5. Negative Amortization Costs

Some lending institutions that offer floating interest rates use a practice called negative amortization. This means that they¬†can get a borrow into a lot of hot water if they don’t understand it. Negative amortization means that the monthly payments that a person makes don’t change throughout the life of the loan. But each month’s payment is based on whatever the new interest rate is. That means, if the interest rate happens to increase to an amount that is higher than the payment was, there is an unpaid balance remaining on the borrower’s loan. So, if they don’t know to send extra money to cover it, they can quickly default on the loan.

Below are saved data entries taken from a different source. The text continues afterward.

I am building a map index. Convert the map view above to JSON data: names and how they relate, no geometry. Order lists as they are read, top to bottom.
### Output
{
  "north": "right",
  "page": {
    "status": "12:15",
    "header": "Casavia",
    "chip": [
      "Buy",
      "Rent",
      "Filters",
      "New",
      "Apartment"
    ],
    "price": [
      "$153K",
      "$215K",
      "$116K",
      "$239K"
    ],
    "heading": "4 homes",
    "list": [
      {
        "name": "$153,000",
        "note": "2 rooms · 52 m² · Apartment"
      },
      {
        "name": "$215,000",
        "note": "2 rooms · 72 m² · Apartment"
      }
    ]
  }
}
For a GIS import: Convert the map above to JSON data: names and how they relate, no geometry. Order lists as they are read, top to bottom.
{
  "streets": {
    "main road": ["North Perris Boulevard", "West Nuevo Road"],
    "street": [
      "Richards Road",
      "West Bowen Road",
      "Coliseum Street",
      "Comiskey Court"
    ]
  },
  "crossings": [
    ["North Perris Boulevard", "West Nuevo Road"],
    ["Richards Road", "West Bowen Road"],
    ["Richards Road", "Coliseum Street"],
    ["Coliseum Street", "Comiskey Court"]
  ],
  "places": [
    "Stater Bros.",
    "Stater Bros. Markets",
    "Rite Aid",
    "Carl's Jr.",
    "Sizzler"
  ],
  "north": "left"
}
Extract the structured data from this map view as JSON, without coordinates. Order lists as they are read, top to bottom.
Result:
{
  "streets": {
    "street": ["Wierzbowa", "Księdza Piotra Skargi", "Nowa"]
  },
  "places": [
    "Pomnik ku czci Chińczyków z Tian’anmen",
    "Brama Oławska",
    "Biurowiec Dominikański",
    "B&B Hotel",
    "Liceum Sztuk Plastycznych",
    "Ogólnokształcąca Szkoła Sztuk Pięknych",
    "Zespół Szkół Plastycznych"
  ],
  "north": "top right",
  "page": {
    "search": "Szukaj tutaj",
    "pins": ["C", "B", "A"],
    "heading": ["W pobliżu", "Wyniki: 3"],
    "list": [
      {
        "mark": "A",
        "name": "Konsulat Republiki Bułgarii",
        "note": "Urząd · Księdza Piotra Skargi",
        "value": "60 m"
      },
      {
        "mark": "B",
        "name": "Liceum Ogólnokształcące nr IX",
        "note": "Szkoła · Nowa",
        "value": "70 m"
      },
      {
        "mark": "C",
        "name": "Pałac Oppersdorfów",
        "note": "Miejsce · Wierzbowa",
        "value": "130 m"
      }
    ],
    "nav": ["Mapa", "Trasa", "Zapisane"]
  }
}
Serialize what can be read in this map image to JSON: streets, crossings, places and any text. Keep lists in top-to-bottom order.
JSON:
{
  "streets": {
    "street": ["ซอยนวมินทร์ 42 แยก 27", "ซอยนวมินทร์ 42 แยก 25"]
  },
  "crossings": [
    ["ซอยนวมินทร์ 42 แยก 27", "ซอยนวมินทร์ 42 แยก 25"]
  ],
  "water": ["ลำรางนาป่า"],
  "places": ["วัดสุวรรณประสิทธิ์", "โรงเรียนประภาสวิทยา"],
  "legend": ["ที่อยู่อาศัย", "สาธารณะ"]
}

Reputable lenders will often tack on the uncovered balance to the end of the loan, which prevents this from happening. But it still increases the total amount that is owed.

6. Balloon Payments

Most borrowers understand that the last payment of a loan won’t be the exact same amount that they have been paying all along. But if an amortization schedule is correct, it shouldn’t vary by more than a few dollars. So it is quite shocking to get a notice from a lending institution that says that you owe a much larger sum. Then, if you don’t pay it, the loan will be in default.

This type of lending practice is a balloon payment. Borrowers should receive notifications about its occurrence before they agree to the loan. But if they don’t understand how large it could possibly be, or the way that a floating interest rate could affect it, they could end up struggling to find a way to pay it.

Summing Up

In conclusion, there are six different deceptive aspects about a loan that a floating interest rate can hide. So those who are considering this type of interest rate for their next loan should be sure to carefully read their loan contract. This way, they will avoid accidentally agreeing to any deceptive lending practices. Banks and other established financial institutions are less likely to employ these practices than smaller lending companies that focus on short-term loans are though. So it is best to stick to getting loans through them whenever possible.

Those who already have a loan with a floating interest rate may want to review their contract. This is to be sure that they won’t have any hidden fees or extra payments later on too.